Do you remember what Redwood Road was like 50 years ago?

In 1975, Redwood Road was a very different place.
Stretching straight and strong from the Utah County line to North Salt Lake, it was a vital but much simpler roadway — a corridor still catching up with the rapid growth happening all around it.

The origins of its name were already a mystery even then.
One old legend told of federal troops in the 1850s marking the route with redwood planks to guide their way through the valley's heavy snows as they traveled between Camp Floyd and Salt Lake City.

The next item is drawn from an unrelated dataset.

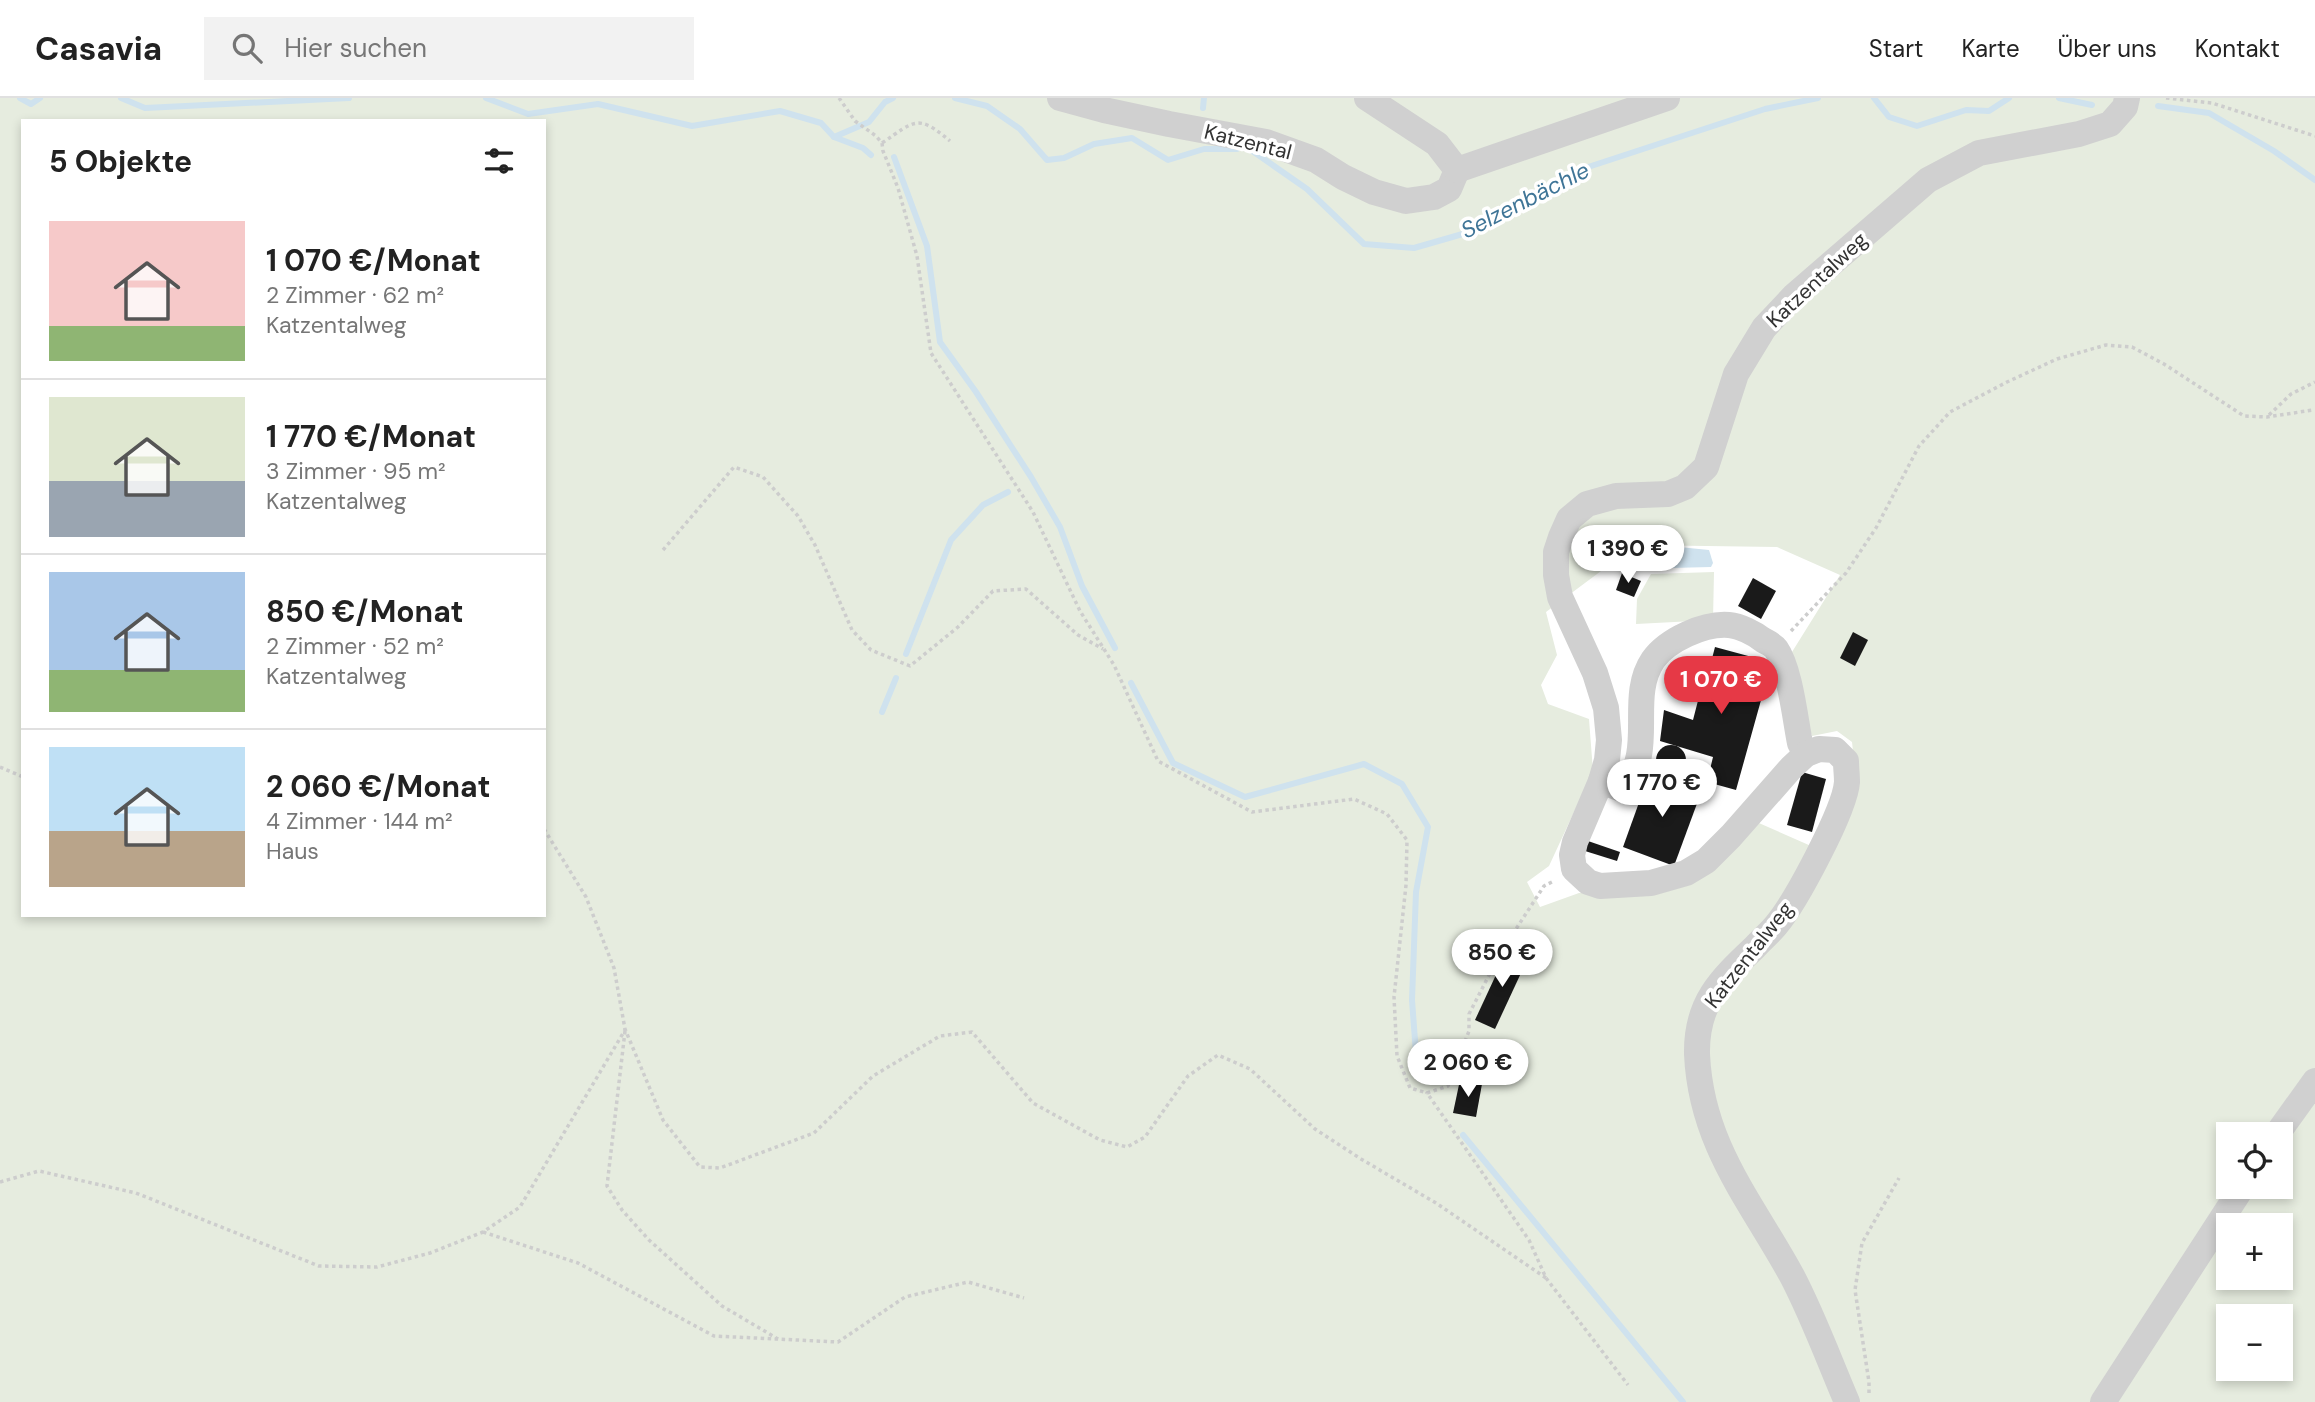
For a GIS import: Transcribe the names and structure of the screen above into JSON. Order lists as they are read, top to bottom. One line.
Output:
{"streets":{"street":["Katzental","Katzentalweg"]},"water":["Selzenbächle"],"page":{"header":"Casavia","search":"Hier suchen","nav":["Start","Karte","Über uns","Kontakt"],"heading":"5 Objekte","list":[{"name":"1 070 €/Monat","note":"2 Zimmer · 62 m² · Katzentalweg"},{"name":"1 770 €/Monat","note":"3 Zimmer · 95 m² · Katzentalweg"},{"name":"850 €/Monat","note":"2 Zimmer · 52 m² · Katzentalweg"},{"name":"2 060 €/Monat","note":"4 Zimmer · 144 m² · Haus"}],"price":["1 390 €","1 070 €","1 770 €","850 €","2 060 €"],"map_buttons":["+","−"]}}
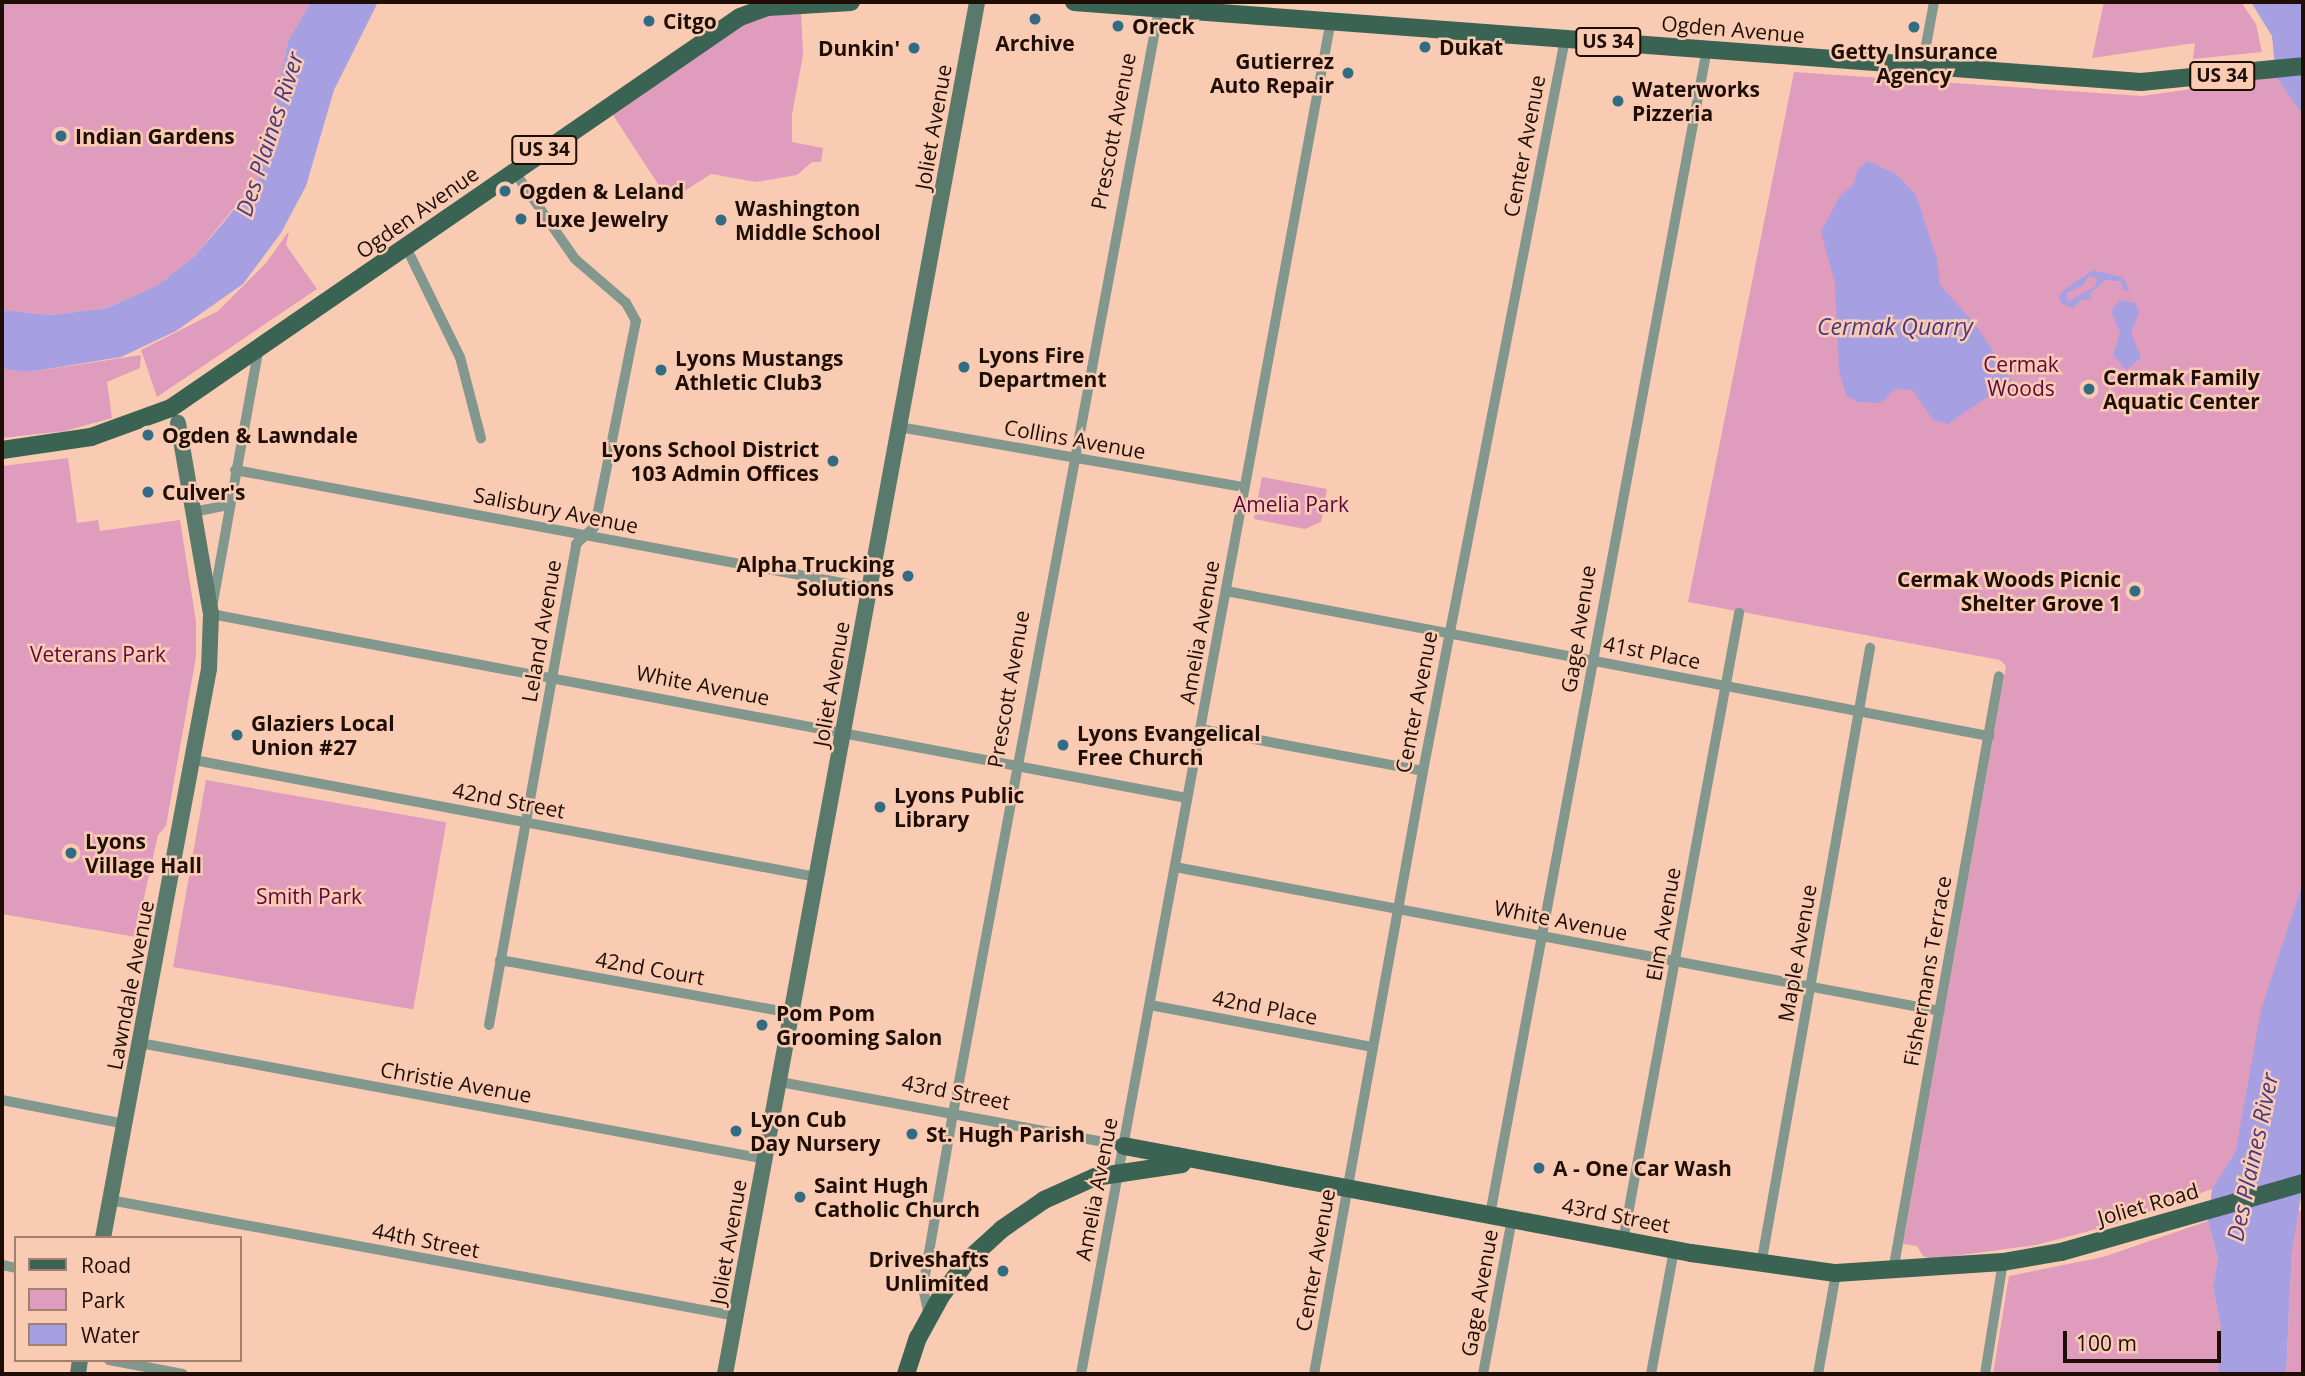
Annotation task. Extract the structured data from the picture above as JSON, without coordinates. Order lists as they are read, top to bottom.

Fifty years ago, parts of Redwood still felt like the countryside.
Some longtime residents remembered when it was just a dusty gravel lane, far preferred over Main Street for traveling north and south without the industrial congestion.

During World War II, it became a lifeline for workers heading to the Remington Arms plant.
By the 1960s and into the 1970s, Redwood Road was booming again, pulsing with traffic from the new aerospace industries, the Salt Lake Airport, and the growing suburban towns of Granger, Hunter, and Kearns.

The landscape along the road reflected both the old and the new:

  • Cowboy bars and wide fields shared space with small shopping centers and emerging residential neighborhoods.

  • Traffic lights were few and far between — but that was quickly changing.

  • Industrial parks and warehouses were just beginning to bud along its edges.

In 1975, business owners like George Anast at Granger Market, built in 1917 near 3500 South, represented the last ties to Redwood’s early days. His store, once the only one for miles, stood firm but faced inevitable change as the road widened and the valley urbanized.

Land values had started to soar.by 1975
Locals knew that Redwood Road’s days as a country route were numbered, even as the first plans to expand it to four lanes were drawn up.

City planners hoped to manage the explosion of growth carefully, aiming to avoid turning Redwood into another congested Main Street — though even then, the pressures of development were impossible to ignore.

Today, in 2025, Redwood Road has become a major artery of West Valley’s economy and transportation system, lined with businesses, homes, and constant movement.
Yet if you close your eyes and listen closely, maybe you can still imagine the echo of a slower, simpler Redwood — where farmers, shopkeepers, and dreamers helped lay the path we travel today.